**Records for the task:**
---
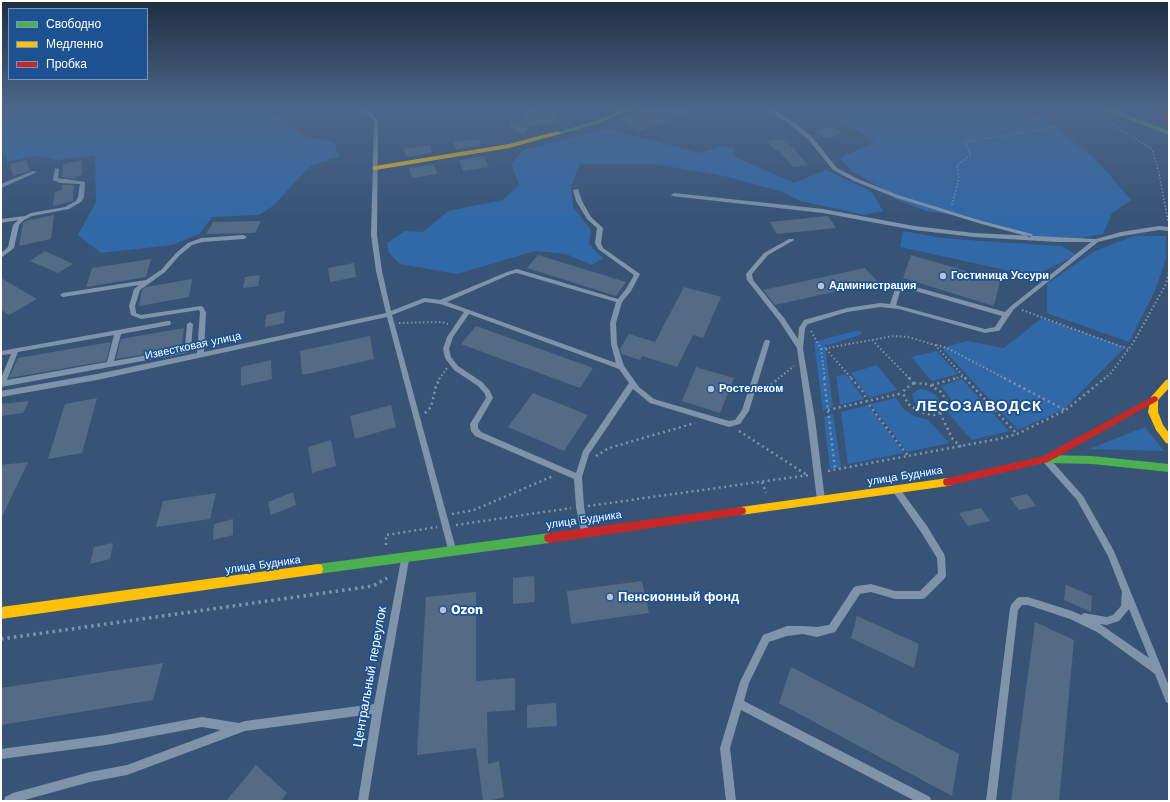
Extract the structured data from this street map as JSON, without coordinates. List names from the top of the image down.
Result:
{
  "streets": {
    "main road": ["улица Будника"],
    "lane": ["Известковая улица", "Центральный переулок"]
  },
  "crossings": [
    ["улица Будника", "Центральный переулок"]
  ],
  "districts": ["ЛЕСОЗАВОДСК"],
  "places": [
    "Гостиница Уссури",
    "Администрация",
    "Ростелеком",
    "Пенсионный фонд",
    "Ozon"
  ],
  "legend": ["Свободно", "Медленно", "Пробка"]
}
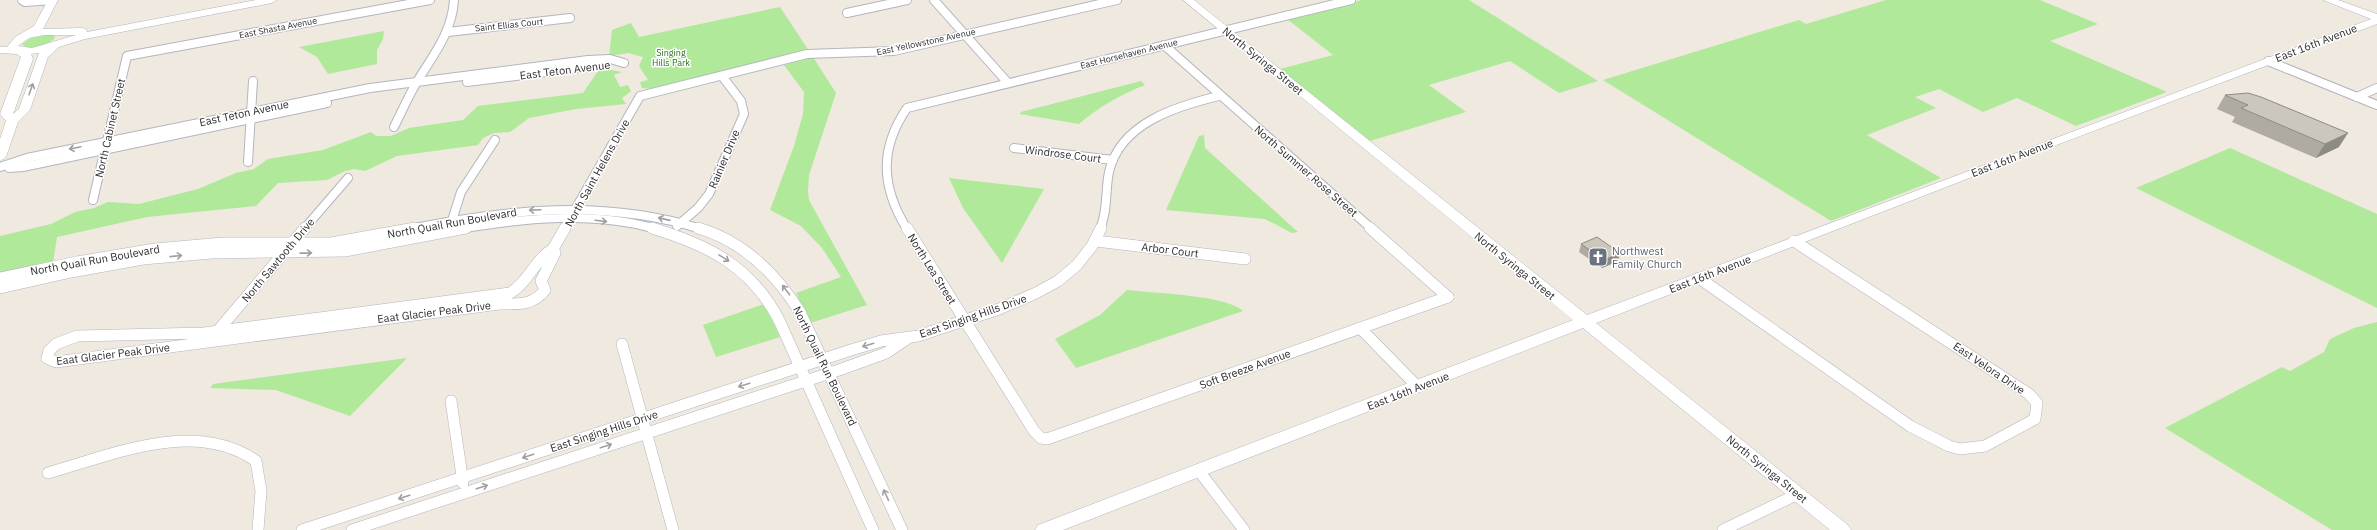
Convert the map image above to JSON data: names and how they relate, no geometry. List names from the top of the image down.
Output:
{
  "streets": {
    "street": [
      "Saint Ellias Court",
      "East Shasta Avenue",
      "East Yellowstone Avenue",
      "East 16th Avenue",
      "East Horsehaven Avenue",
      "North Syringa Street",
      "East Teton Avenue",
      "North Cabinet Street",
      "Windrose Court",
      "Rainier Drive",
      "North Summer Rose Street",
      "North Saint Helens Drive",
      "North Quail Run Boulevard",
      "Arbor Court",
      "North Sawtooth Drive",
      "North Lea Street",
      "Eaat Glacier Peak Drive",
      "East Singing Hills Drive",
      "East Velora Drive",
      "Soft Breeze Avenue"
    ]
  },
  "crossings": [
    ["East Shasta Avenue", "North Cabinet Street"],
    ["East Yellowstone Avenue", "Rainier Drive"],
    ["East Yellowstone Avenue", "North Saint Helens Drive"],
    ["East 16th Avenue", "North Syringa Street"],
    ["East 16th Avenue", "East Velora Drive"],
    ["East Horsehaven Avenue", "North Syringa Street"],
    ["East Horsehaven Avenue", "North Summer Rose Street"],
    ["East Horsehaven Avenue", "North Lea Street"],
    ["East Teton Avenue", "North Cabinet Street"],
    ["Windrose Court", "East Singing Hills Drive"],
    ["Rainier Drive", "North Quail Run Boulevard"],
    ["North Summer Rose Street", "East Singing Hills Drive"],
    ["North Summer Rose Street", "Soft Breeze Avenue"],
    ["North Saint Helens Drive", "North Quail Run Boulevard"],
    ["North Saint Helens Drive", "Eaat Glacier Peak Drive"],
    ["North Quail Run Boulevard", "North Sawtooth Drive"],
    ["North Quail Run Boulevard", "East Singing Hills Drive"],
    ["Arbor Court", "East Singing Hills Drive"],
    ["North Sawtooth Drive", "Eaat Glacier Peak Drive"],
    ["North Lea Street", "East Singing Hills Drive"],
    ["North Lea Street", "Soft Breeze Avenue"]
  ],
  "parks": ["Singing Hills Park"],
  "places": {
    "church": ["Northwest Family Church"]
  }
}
---
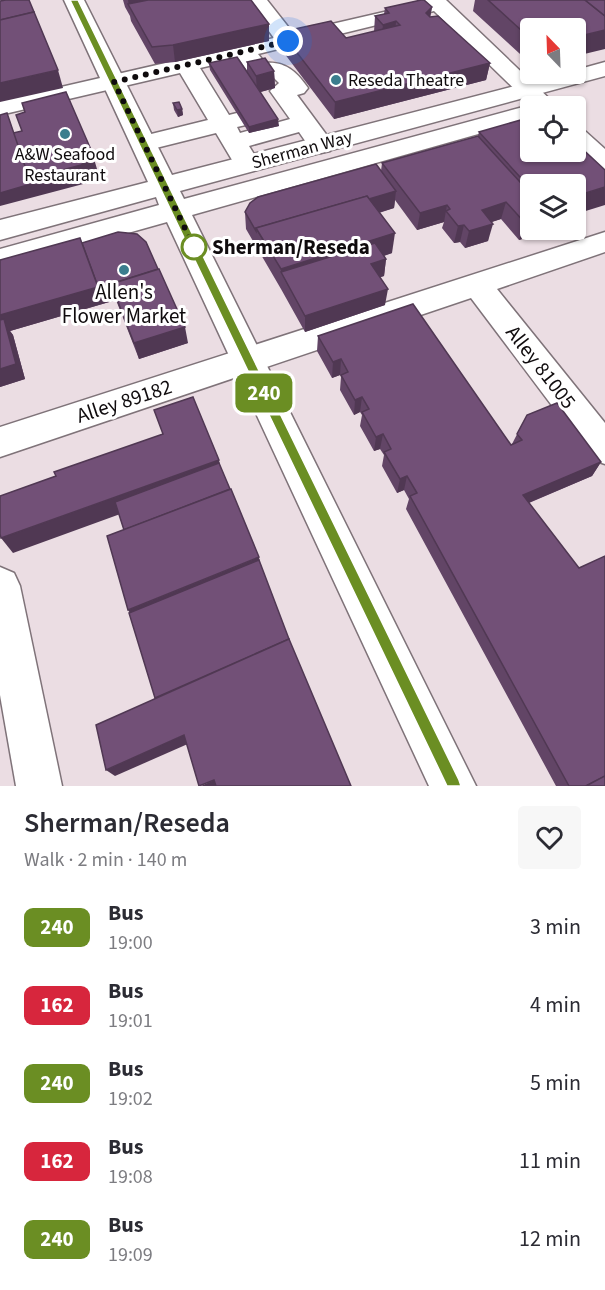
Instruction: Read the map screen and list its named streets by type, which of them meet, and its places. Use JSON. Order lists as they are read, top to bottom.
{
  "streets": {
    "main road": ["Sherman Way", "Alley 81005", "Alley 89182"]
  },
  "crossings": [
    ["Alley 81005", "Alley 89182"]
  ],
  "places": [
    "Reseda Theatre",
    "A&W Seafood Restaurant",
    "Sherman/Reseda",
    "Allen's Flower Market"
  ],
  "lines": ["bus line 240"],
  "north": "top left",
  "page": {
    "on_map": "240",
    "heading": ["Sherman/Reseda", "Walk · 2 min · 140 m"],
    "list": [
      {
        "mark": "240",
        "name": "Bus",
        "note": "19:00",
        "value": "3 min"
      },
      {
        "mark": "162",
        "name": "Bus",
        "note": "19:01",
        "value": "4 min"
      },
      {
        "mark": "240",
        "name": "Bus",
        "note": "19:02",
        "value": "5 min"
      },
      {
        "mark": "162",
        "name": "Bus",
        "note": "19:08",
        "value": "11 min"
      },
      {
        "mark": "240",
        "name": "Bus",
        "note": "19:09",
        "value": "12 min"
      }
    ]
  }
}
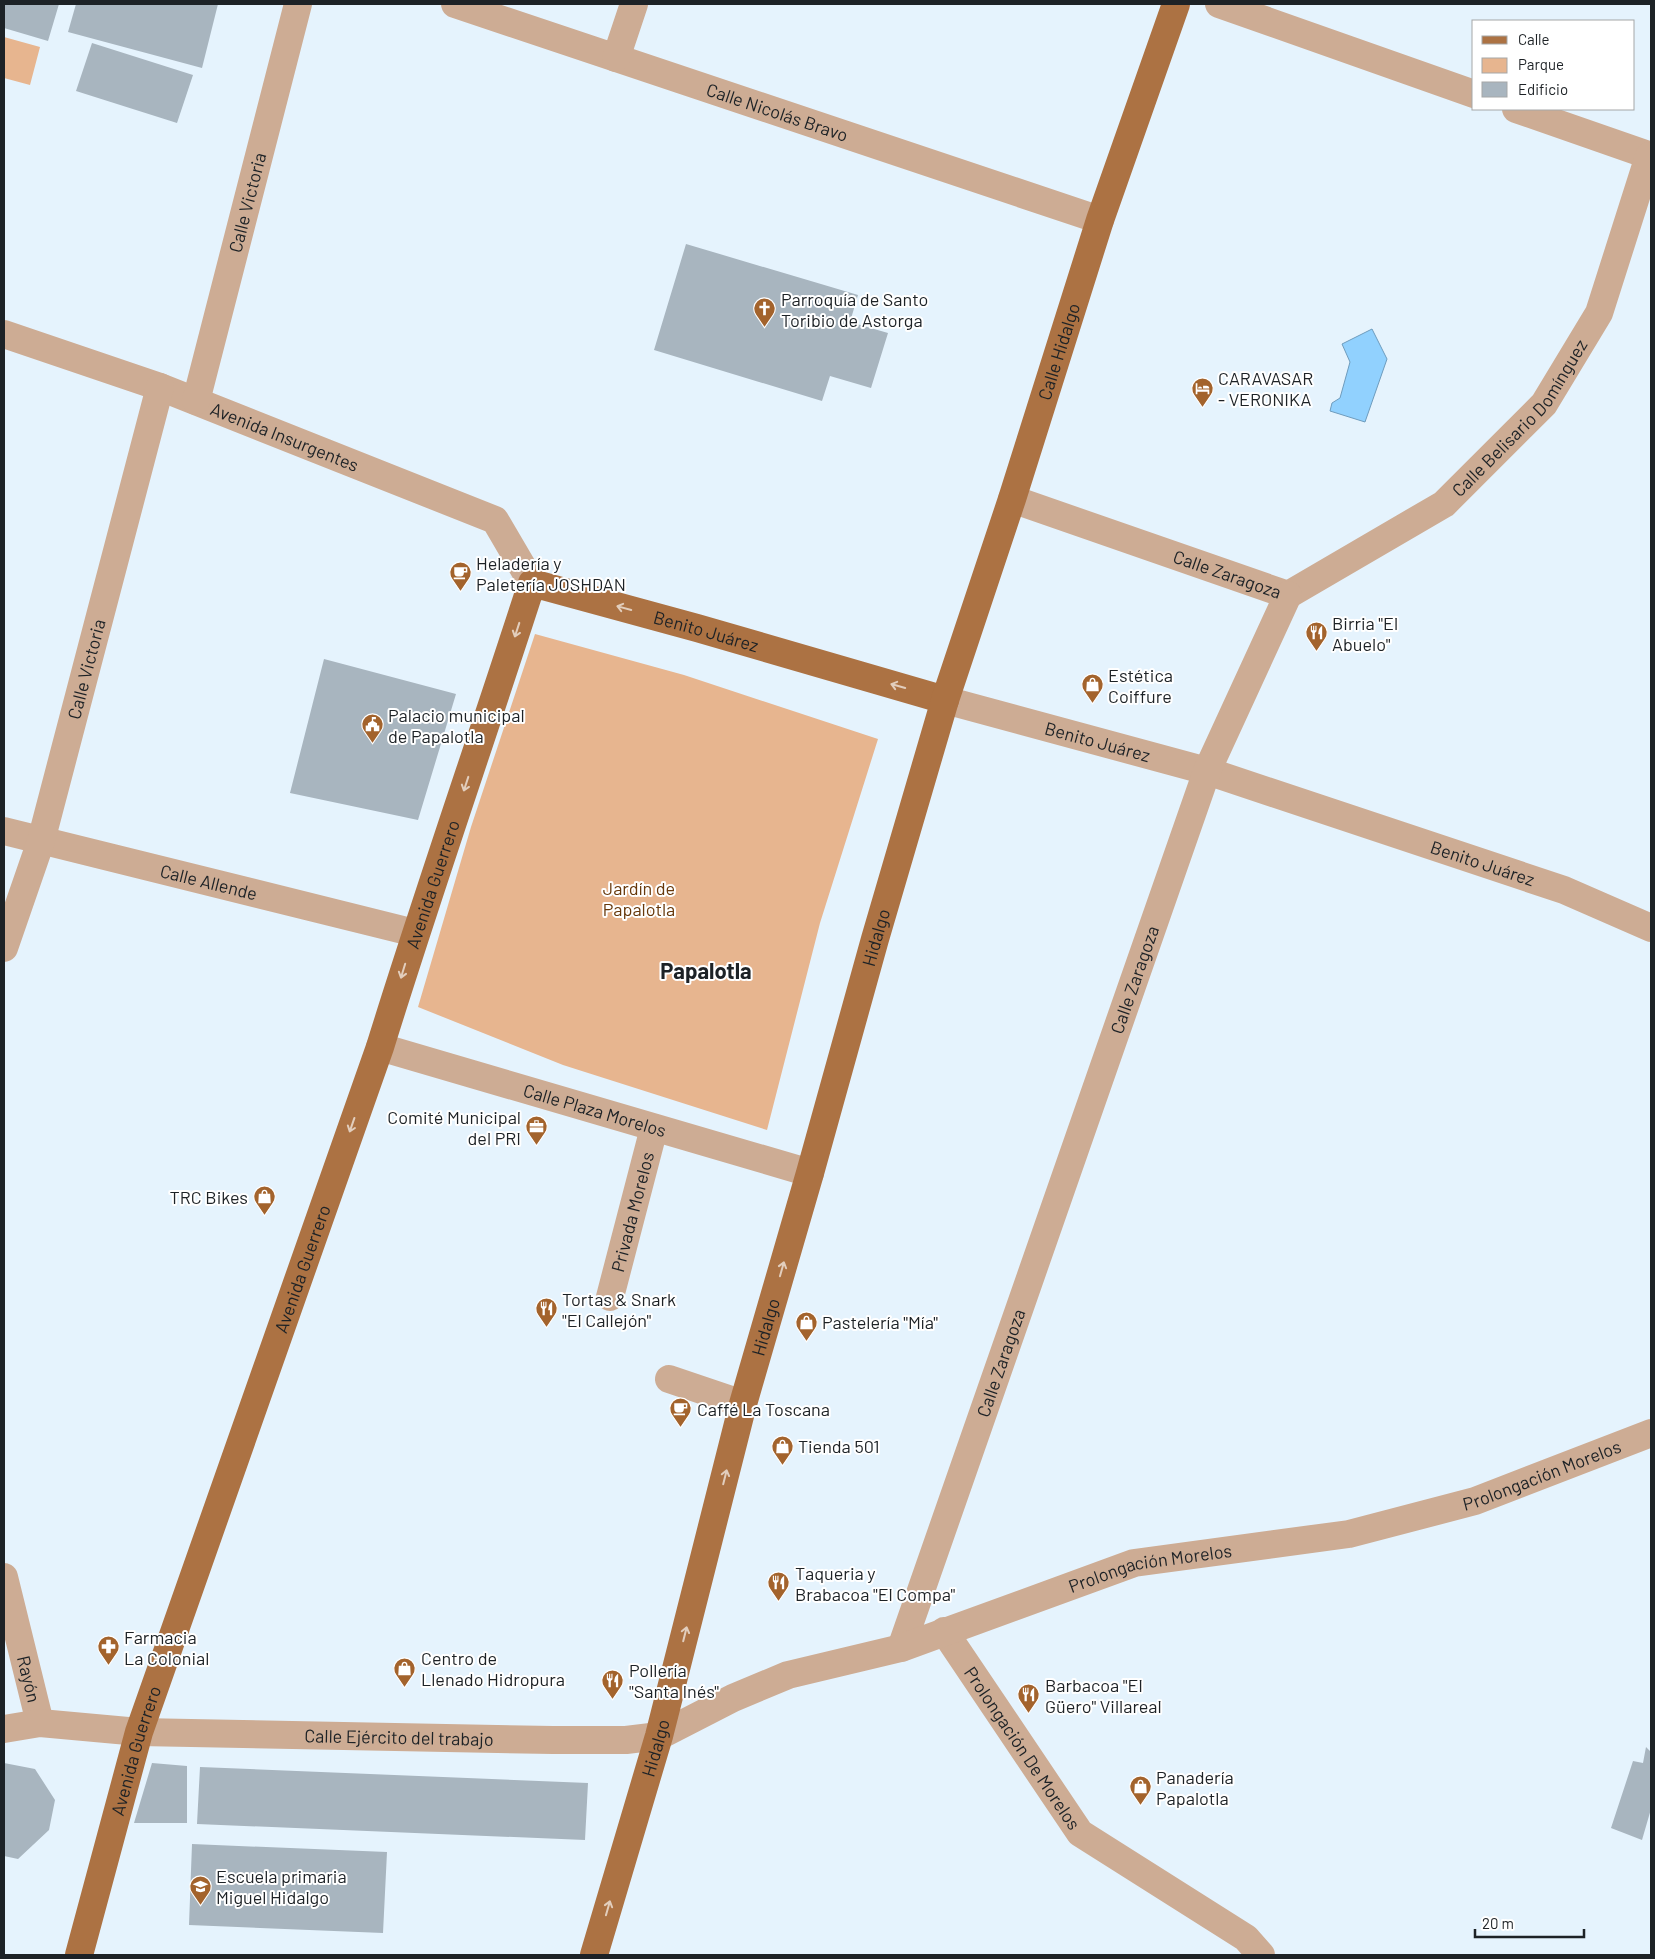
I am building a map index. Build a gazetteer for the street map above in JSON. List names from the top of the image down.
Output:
---
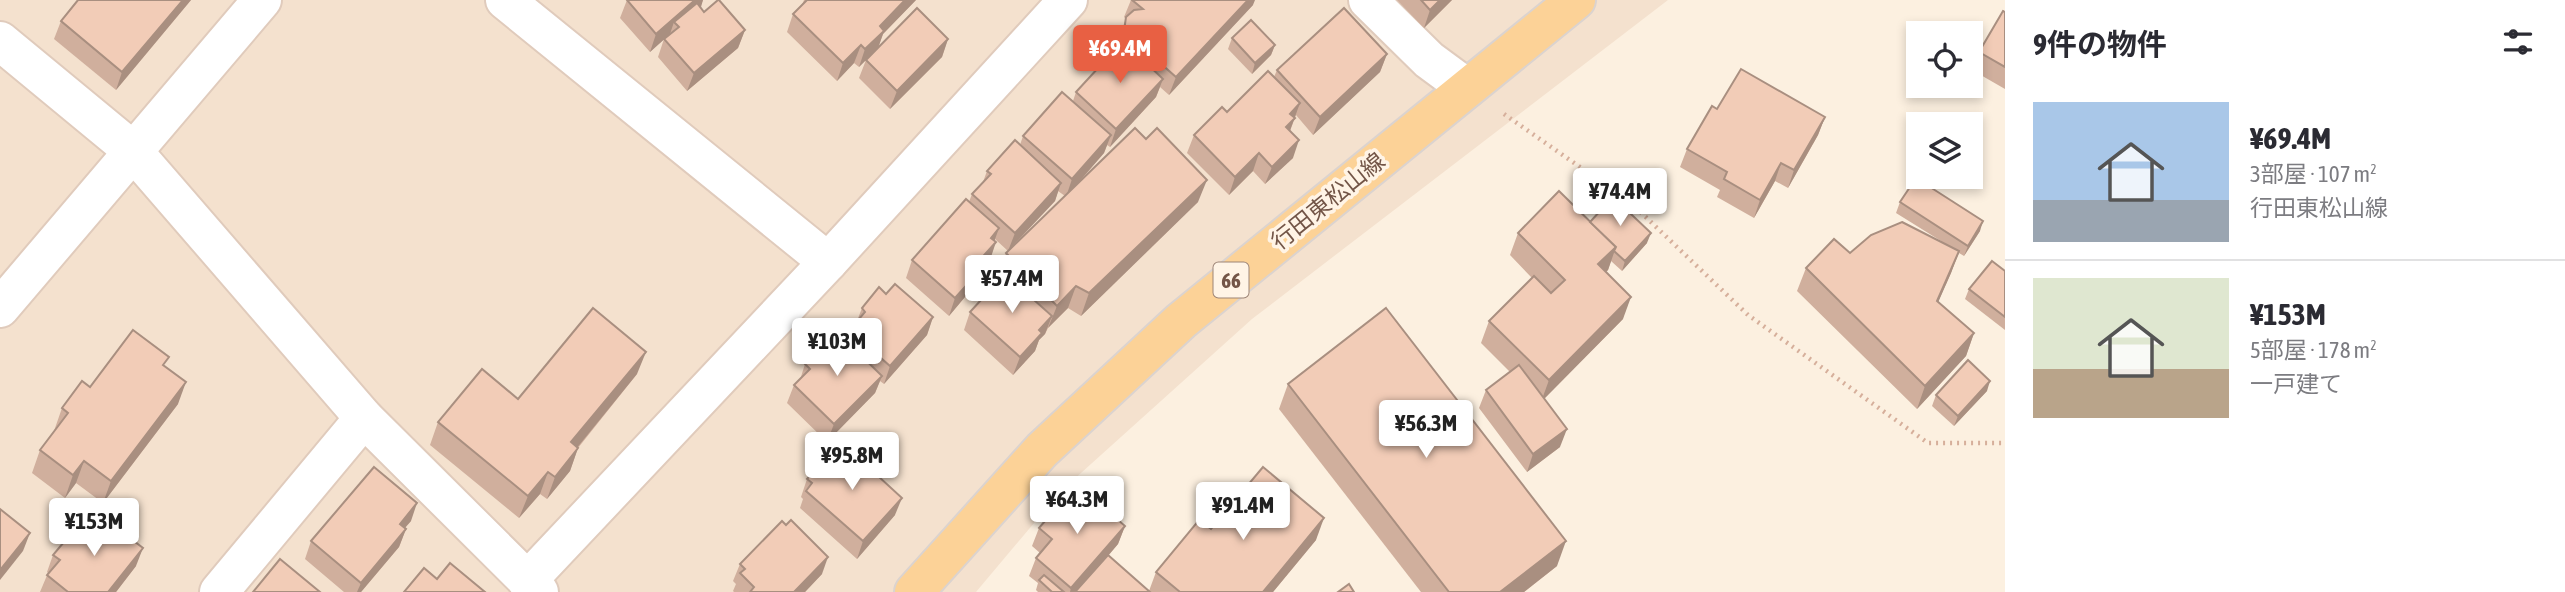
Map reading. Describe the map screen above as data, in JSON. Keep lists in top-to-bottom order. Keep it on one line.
---
**What you have to do:** What is needed is an exact copy of the lines above, from the one holding "Extract the structured" down to the one holding "Convert the map", with those two included and the pictures left out.

**Result of the exercise:**
Extract the structured data from this street map as JSON, without coordinates. List names from the top of the image down.
Result:
{
  "streets": {
    "main road": ["улица Будника"],
    "lane": ["Известковая улица", "Центральный переулок"]
  },
  "crossings": [
    ["улица Будника", "Центральный переулок"]
  ],
  "districts": ["ЛЕСОЗАВОДСК"],
  "places": [
    "Гостиница Уссури",
    "Администрация",
    "Ростелеком",
    "Пенсионный фонд",
    "Ozon"
  ],
  "legend": ["Свободно", "Медленно", "Пробка"]
}
Convert the map image above to JSON data: names and how they relate, no geometry. List names from the top of the image down.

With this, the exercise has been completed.